Auch Schweiz verbietet Computergame «Manhunt 2»
Aktualisiert

Auch Schweiz verbietet Computergame «Manhunt 2»

Das umstrittene und als sadistisch verschrieene Computerspiel «Manhunt 2» kommt nicht auf den Schweizer Markt. Es überschreite eine tolerierbare Grenze der Gewaltdarstellung

Das teilte der Schweizerische Branchenverband SIEA am Freitag mit.
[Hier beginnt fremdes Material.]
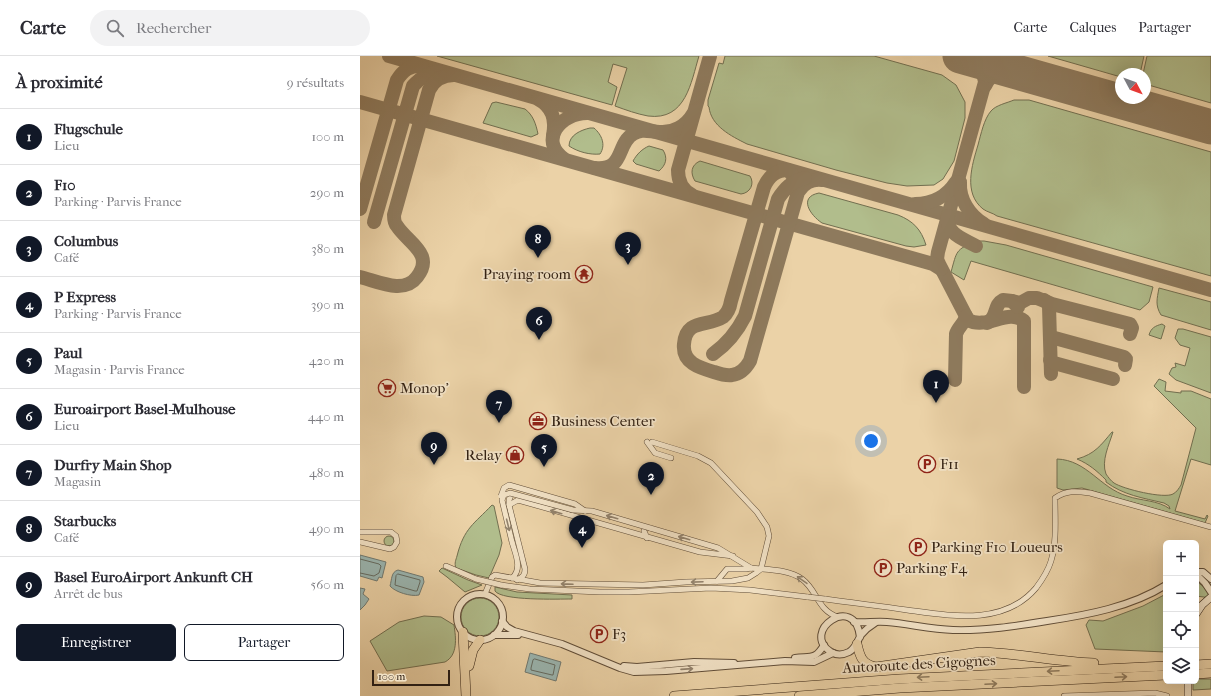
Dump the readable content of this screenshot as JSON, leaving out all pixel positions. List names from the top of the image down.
{
  "streets": {
    "highway": ["Autoroute des Cigognes"]
  },
  "places": {
    "temple": ["Praying room"],
    "supermarket": ["Monop'"],
    "office": ["Business Center"],
    "shop": ["Relay"],
    "parking": [
      "F11",
      "Parking F10 Loueurs",
      "Parking F4",
      "F3"
    ]
  },
  "scale_bar": "100 m",
  "north": "bottom right",
  "page": {
    "header": "Carte",
    "search": "Rechercher",
    "nav": ["Carte", "Calques", "Partager"],
    "heading": ["À proximité", "9 résultats"],
    "list": [
      {
        "mark": "1",
        "name": "Flugschule",
        "note": "Lieu",
        "value": "100 m"
      },
      {
        "mark": "2",
        "name": "F10",
        "note": "Parking · Parvis France",
        "value": "290 m"
      },
      {
        "mark": "3",
        "name": "Columbus",
        "note": "Café",
        "value": "380 m"
      },
      {
        "mark": "4",
        "name": "P Express",
        "note": "Parking · Parvis France",
        "value": "390 m"
      },
      {
        "mark": "5",
        "name": "Paul",
        "note": "Magasin · Parvis France",
        "value": "420 m"
      },
      {
        "mark": "6",
        "name": "Euroairport Basel-Mulhouse",
        "note": "Lieu",
        "value": "440 m"
      },
      {
        "mark": "7",
        "name": "Durfry Main Shop",
        "note": "Magasin",
        "value": "480 m"
      },
      {
        "mark": "8",
        "name": "Starbucks",
        "note": "Café",
        "value": "490 m"
      },
      {
        "mark": "9",
        "name": "Basel EuroAirport Ankunft CH",
        "note": "Arrêt de bus",
        "value": "560 m"
      }
    ],
    "pins": [
      "8",
      "3",
      "6",
      "1",
      "7",
      "9",
      "5",
      "2",
      "4"
    ],
    "map_buttons": ["+", "−"],
    "buttons": ["Enregistrer", "Partager"],
    "scale": "100 m"
  }
}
Die Videospielindustrie sei trotz Respekt vor der künstlerischen Freiheit nicht mehr länger bereit, alles zu tolerieren, was an Inhalten von unabhänigen Softwareentwicklern produziert werde, sagte Roger Frei, Präsident der Swiss Interactive Entertainment Association, gemäss einem Communiqué.
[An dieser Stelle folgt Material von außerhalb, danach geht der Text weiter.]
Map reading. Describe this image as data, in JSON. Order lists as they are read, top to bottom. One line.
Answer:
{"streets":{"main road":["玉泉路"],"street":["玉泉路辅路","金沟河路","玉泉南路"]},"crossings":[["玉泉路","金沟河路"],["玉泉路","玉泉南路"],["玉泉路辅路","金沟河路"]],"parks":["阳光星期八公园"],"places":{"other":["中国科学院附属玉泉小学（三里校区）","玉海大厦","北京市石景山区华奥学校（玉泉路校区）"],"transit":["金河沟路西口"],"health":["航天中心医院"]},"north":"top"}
Die Schweiz ist nicht das einzige Land in Europa, welches das interaktive Spiel verboten hat. Auch Grossbritannien, Irland und Italien tolerieren es nicht auf ihren Märkten. In den USA wurde der Verkauf zudem auf Erwachsene beschränkt.

Die britische Kontrollbehörde BBFC hatte bereits am Dienstag dem brutalen Spiel eine Absage erteilt. Der Spieler schlüpft darin in die Rolle eines psychisch kranken Killers. «Manhunt 2» bestehe aus ununterbrochenem und sich steigerndem Sadismus ohne eigentliche Handlung, urteilte die britische Behörde.

Man habe sich die Entscheidung keineswegs leicht gemacht, sagte BBFC-Direktor David Cooke. Normalerweise versuche man, durch Herausnehmen einzelner Szenen ein Spiel doch noch freigeben zu können. «Im Fall von «Manhunt 2» war dies nicht möglich.»

Auch Sony und Nintendo distanzieren sich

Auch in Irland und Italien wird das Spiel zunächst nicht erscheinen. Inzwischen haben sich auch die Hersteller der Spielekonsolen distanziert, für die das Spiel herauskommen sollte. Für Sonys Playstation 3 und Nintendos Wii werde das Spiel nicht wie geplant freigegeben, teilten die Unternehmen mit.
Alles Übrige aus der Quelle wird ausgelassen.